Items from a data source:
——————————
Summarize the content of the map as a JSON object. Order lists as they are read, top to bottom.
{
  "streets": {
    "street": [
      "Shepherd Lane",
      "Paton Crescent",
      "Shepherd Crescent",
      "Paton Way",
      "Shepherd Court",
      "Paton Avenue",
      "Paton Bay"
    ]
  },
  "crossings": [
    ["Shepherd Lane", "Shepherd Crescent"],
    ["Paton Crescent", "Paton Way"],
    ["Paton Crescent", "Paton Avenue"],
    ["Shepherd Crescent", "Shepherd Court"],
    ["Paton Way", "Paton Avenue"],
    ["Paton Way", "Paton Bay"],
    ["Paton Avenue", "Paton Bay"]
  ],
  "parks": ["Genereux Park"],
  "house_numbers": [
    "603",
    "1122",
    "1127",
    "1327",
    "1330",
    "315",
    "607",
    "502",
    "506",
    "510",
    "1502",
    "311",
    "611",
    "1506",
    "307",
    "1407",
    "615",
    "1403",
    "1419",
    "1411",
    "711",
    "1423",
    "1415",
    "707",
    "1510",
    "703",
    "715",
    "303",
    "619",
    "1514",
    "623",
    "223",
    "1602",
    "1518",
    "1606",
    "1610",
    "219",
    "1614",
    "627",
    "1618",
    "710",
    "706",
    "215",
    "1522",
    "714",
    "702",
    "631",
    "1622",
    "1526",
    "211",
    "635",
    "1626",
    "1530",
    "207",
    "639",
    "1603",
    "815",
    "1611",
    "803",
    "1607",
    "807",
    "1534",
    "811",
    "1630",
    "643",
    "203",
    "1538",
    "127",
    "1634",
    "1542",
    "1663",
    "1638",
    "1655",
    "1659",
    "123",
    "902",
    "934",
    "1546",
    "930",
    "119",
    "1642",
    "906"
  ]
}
——————————
Directions:
Check the data above and report how many lines include the word "Avenue", using a bare number.

Result:
4